What you have to do: Pull out every line from the listing that has the word "size".

= Beginning of Section =

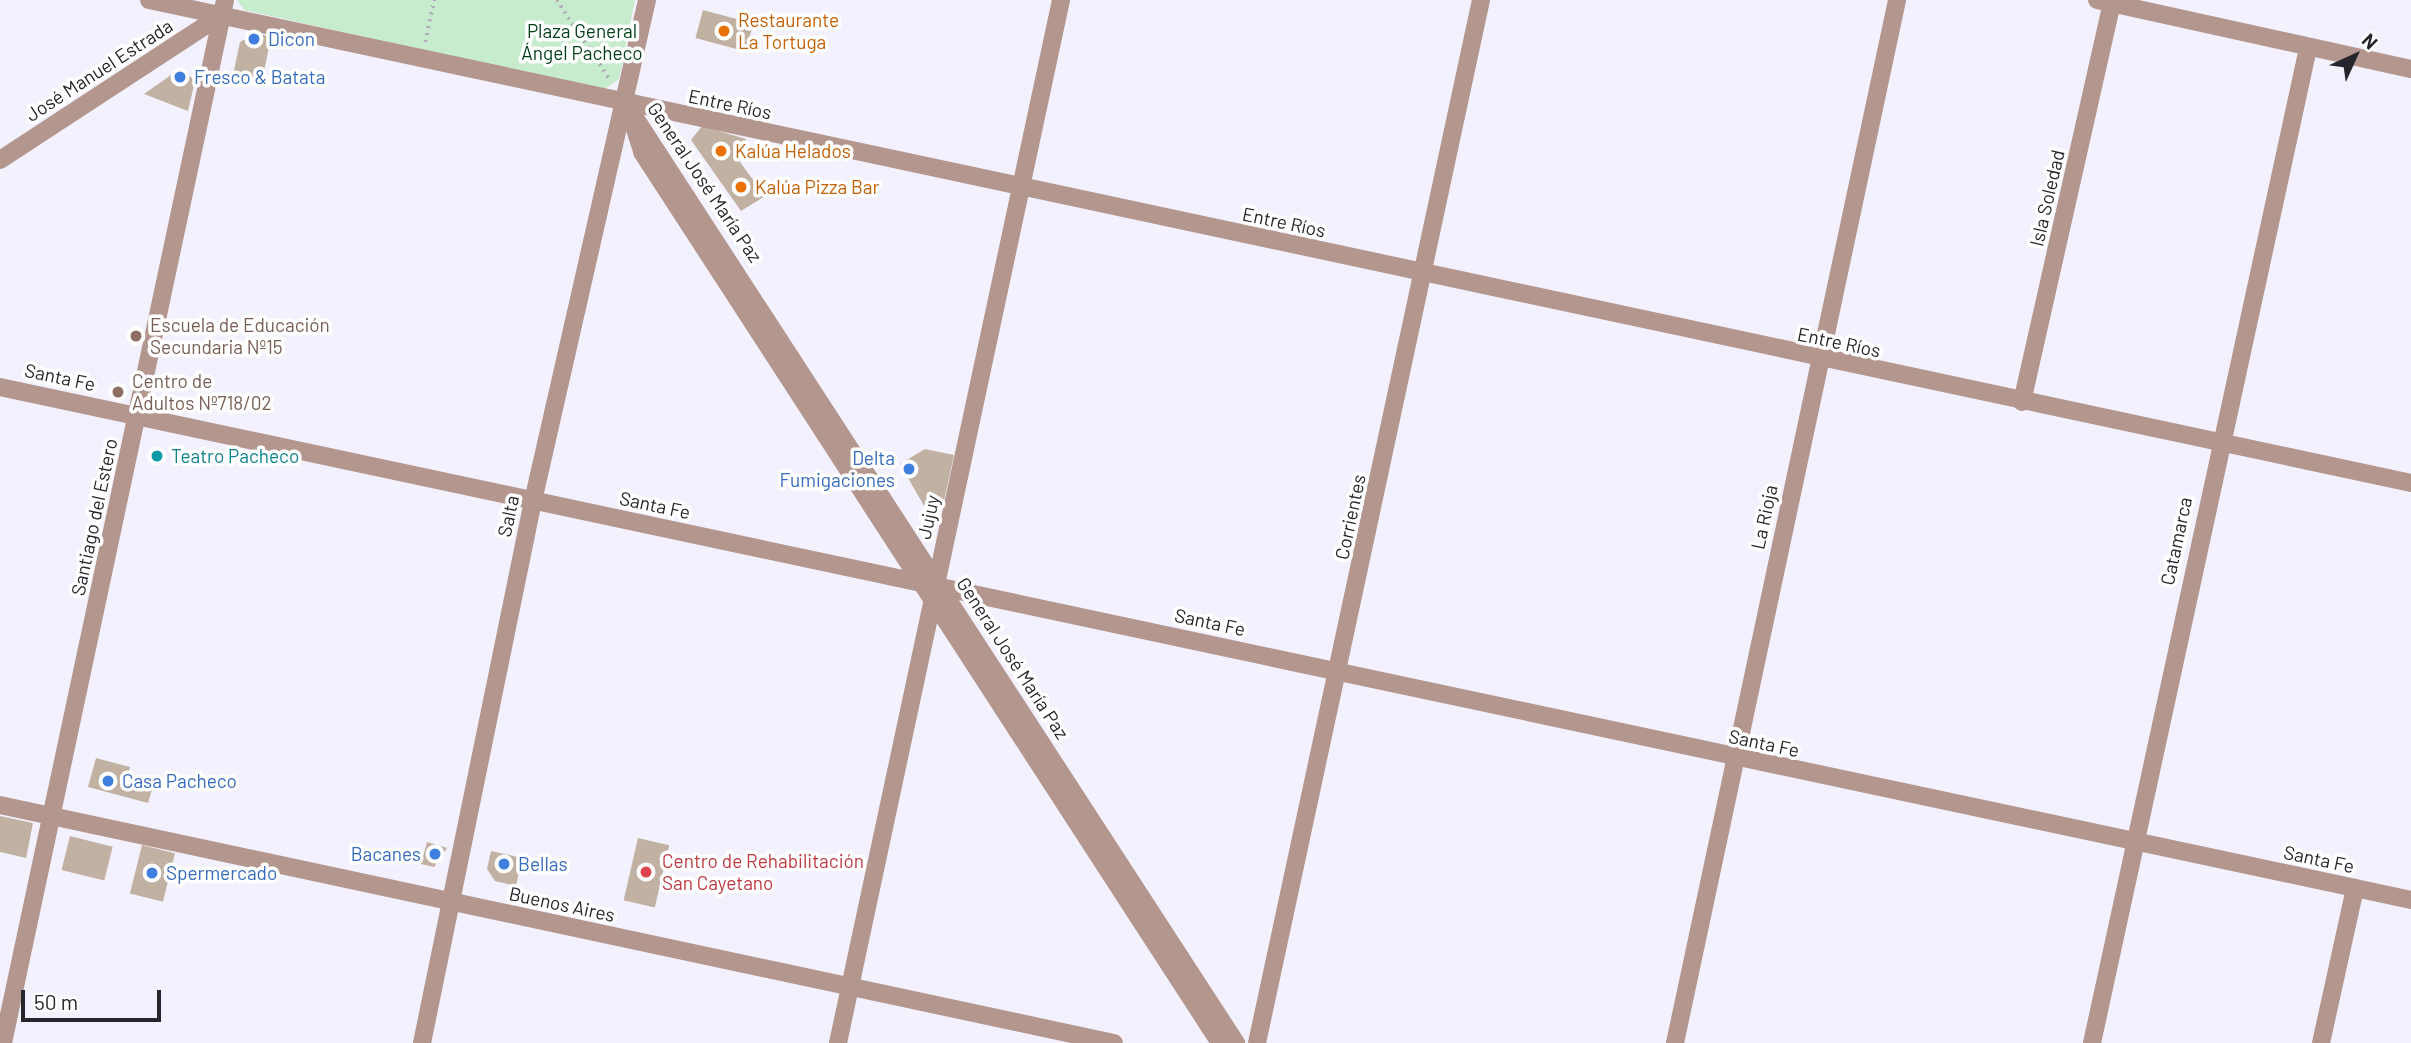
<!DOCTYPE html>
<meta charset="utf-8">
<style>
body{margin:0}
#map{position:relative;width:2411px;height:1043px;overflow:hidden;background:#f3f1fd;font-family:Barlow,sans-serif}
div>[style]{position:absolute}
.green>*{inset:0;background:#c7eccd}
.building>*{inset:0;background:#c1b1a2;transform-origin:0 0}
.path>*{height:3.5px;margin-top:-1.75px;transform-origin:0;background:repeating-linear-gradient(90deg,#aeadb7 0 2px,transparent 0 7px)}
.minor>*{height:18px;margin:-9px;padding:0 9px;transform-origin:9px;border-radius:9px;background:#b3978f}
.dots>*{width:19px;height:19px;translate:-50% -50%;box-sizing:border-box;border:4px solid #fff;border-radius:50%}
span{translate:-50% -50%;white-space:nowrap;text-align:center;line-height:1.15;-webkit-text-stroke:7px #fff;paint-order:stroke}
.food-label{font-size:19px;color:#c56008}
.left{translate:0 -50%;text-align:left}
.park-label{font-size:19px;color:#013f18}
.shop-label{font-size:19px;color:#366cbe}
.right{translate:-100% -50%;text-align:right}
.street-label{font-size:19px;color:#26252c}
.education-label{font-size:19px;color:#785e54}
.culture-label{font-size:19px;color:#0d838f}
.health-label{font-size:19px;color:#be3a42}
.north{position:absolute;left:2320px;top:21px;width:70px;height:70px;-webkit-text-stroke:5px #fff;paint-order:stroke;rotate:45deg;font-size:19px;font-weight:700;line-height:28px;text-align:center;color:#26252c}
.north::after{content:'';display:block;margin:auto;width:24px;height:32px;background:#26252c;clip-path:polygon(50% 0,100% 100%,50% 72%,0 100%)}
.scale{position:absolute;left:21px;top:990px;width:140px;height:32px;box-sizing:border-box;border:4px solid #26252c;border-top:0;padding-left:9px;font-size:21px;line-height:24px;white-space:nowrap;color:#26252c;-webkit-text-stroke:5px #fff;paint-order:stroke}
</style>
<div id="map">
<div class="green">
<div style="clip-path:polygon(237px 0,635px 0,619px 79px,603px 90px,244px 10px)"></div>
</div>
<div class="building">
<div style="left:703px;top:10px;width:52px;height:29px;rotate:15deg"></div>
<div style="clip-path:polygon(256px 33px,271px 37px,262px 81px,233px 75px,240px 42px)"></div>
<div style="clip-path:polygon(181px 68px,195px 81px,188px 111px,144px 94px)"></div>
<div style="clip-path:polygon(702px 126px,746px 139px,740px 162px,765px 196px,741px 211px,691px 140px)"></div>
<div style="clip-path:polygon(925px 449px,954px 455px,944px 501px,927px 511px,900px 464px)"></div>
<div style="clip-path:polygon(96px 758px,130px 767px,128px 776px,154px 783px,148px 803px,88px 787px)"></div>
<div style="clip-path:polygon(0 816px,33px 823px,26px 858px,0 852px)"></div>
<div style="left:70px;top:836px;width:44px;height:35px;rotate:14deg"></div>
<div style="left:638px;top:838px;width:32px;height:64px;rotate:13deg"></div>
<div style="clip-path:polygon(427px 842px,447px 848px,434px 867px,421px 864px)"></div>
<div style="left:142px;top:845px;width:34px;height:50px;rotate:14deg"></div>
<div style="clip-path:polygon(491px 851px,522px 858px,516px 886px,495px 881px,487px 869px)"></div>
</div>
<div class="path">
<div style="left:557px;top:0;width:96px;rotate:56.5deg"></div>
<div style="left:425px;top:42px;width:43px;rotate:-77.9deg"></div>
</div>
<div class="minor">
<div style="left:149px;top:0;width:2313px;rotate:12.05deg"></div>
<div style="left:2097px;top:0;width:321px;rotate:12.4deg"></div>
<div style="left:626px;top:104px;width:1120px;rotate:56.99deg"></div>
<div style="left:630px;top:114px;width:40px;rotate:72deg"></div>
<div style="left:642px;top:152px;width:1062px;rotate:57.03deg"></div>
<div style="left:0;top:160px;width:265px;rotate:-33.2deg"></div>
<div style="left:0;top:387px;width:2465px;rotate:12.01deg"></div>
<div style="left:2022px;top:402px;width:409px;rotate:-77.3deg"></div>
<div style="left:0;top:805px;width:1139px;rotate:12.06deg"></div>
<div style="left:3px;top:1043px;width:1066px;rotate:-77.98deg"></div>
<div style="left:422px;top:1043px;width:553px;rotate:-78.43deg"></div>
<div style="left:533px;top:501px;width:514px;rotate:-77.18deg"></div>
<div style="left:838px;top:1043px;width:1067px;rotate:-77.93deg"></div>
<div style="left:1257px;top:1043px;width:1067px;rotate:-77.88deg"></div>
<div style="left:1675px;top:1043px;width:1066px;rotate:-77.98deg"></div>
<div style="left:2092px;top:1043px;width:1018px;rotate:-77.75deg"></div>
<div style="left:2321px;top:1043px;width:159px;rotate:-77.6deg"></div>
</div>
<div class="dots">
<div style="left:724px;top:31px;background:#e8710a"></div>
<div style="left:254px;top:39px;background:#3f7fe0"></div>
<div style="left:180px;top:77px;background:#3f7fe0"></div>
<div style="left:721px;top:151px;background:#e8710a"></div>
<div style="left:741px;top:187px;background:#e8710a"></div>
<div style="left:136px;top:336px;background:#8d6e63"></div>
<div style="left:118px;top:392px;background:#8d6e63"></div>
<div style="left:157px;top:456px;background:#0f9aa8"></div>
<div style="left:909px;top:469px;background:#3f7fe0"></div>
<div style="left:108px;top:781px;background:#3f7fe0"></div>
<div style="left:435px;top:854px;background:#3f7fe0"></div>
<div style="left:504px;top:864px;background:#3f7fe0"></div>
<div style="left:646px;top:872px;background:#e0444e"></div>
<div style="left:152px;top:873px;background:#3f7fe0"></div>
</div>
<div class="food-label">
<span class="left" style="left:738px;top:31px">Restaurante<br>La Tortuga</span>
<span class="left" style="left:735px;top:151px">Kalúa Helados</span>
<span class="left" style="left:755px;top:187px">Kalúa Pizza Bar</span>
</div>
<div class="park-label">
<span style="left:582px;top:42px">Plaza General<br>Ángel Pacheco</span>
</div>
<div class="shop-label">
<span class="left" style="left:268px;top:39px">Dicon</span>
<span class="left" style="left:194px;top:77px">Fresco &amp; Batata</span>
<span class="right" style="left:895px;top:469px">Delta<br>Fumigaciones</span>
<span class="left" style="left:122px;top:781px">Casa Pacheco</span>
<span class="right" style="left:421px;top:854px">Bacanes</span>
<span class="left" style="left:518px;top:864px">Bellas</span>
<span class="left" style="left:166px;top:873px">Spermercado</span>
</div>
<div class="street-label">
<span style="left:99px;top:70px;rotate:-33deg">José Manuel Estrada</span>
<span style="left:730px;top:104px;rotate:12deg">Entre Ríos</span>
<span style="left:705px;top:182px;rotate:56deg">General José María Paz</span>
<span style="left:2047px;top:198px;rotate:-77deg">Isla Soledad</span>
<span style="left:1284px;top:222px;rotate:12deg">Entre Ríos</span>
<span style="left:1839px;top:342px;rotate:12deg">Entre Ríos</span>
<span style="left:60px;top:377px;rotate:12deg">Santa Fe</span>
<span style="left:655px;top:505px;rotate:12deg">Santa Fe</span>
<span style="left:508px;top:516px;rotate:-78deg">Salta</span>
<span style="left:94px;top:517px;rotate:-78deg">Santiago del Estero</span>
<span style="left:928px;top:517px;rotate:-78deg">Jujuy</span>
<span style="left:1350px;top:517px;rotate:-78deg">Corrientes</span>
<span style="left:1764px;top:517px;rotate:-78deg">La Rioja</span>
<span style="left:2176px;top:541px;rotate:-78deg">Catamarca</span>
<span style="left:1210px;top:622px;rotate:12deg">Santa Fe</span>
<span style="left:1013px;top:658px;rotate:57deg">General José María Paz</span>
<span style="left:1764px;top:743px;rotate:12deg">Santa Fe</span>
<span style="left:2319px;top:859px;rotate:12deg">Santa Fe</span>
<span style="left:562px;top:904px;rotate:12deg">Buenos Aires</span>
</div>
<div class="education-label">
<span class="left" style="left:150px;top:336px">Escuela de Educación<br>Secundaria Nº15</span>
<span class="left" style="left:132px;top:392px">Centro de<br>Adultos Nº718/02</span>
</div>
<div class="culture-label">
<span class="left" style="left:171px;top:456px">Teatro Pacheco</span>
</div>
<div class="health-label">
<span class="left" style="left:662px;top:872px">Centro de Rehabilitación<br>San Cayetano</span>
</div>
<div class="north">N</div>
<div class="scale">50 m</div>
</div>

= End of Section =

Exercise result:
.food-label{font-size:19px;color:#c56008}
.park-label{font-size:19px;color:#013f18}
.shop-label{font-size:19px;color:#366cbe}
.street-label{font-size:19px;color:#26252c}
.education-label{font-size:19px;color:#785e54}
.culture-label{font-size:19px;color:#0d838f}
.health-label{font-size:19px;color:#be3a42}
.north{position:absolute;left:2320px;top:21px;width:70px;height:70px;-webkit-text-stroke:5px #fff;paint-order:stroke;rotate:45deg;font-size:19px;font-weight:700;line-height:28px;text-align:center;color:#26252c}
.scale{position:absolute;left:21px;top:990px;width:140px;height:32px;box-sizing:border-box;border:4px solid #26252c;border-top:0;padding-left:9px;font-size:21px;line-height:24px;white-space:nowrap;color:#26252c;-webkit-text-stroke:5px #fff;paint-order:stroke}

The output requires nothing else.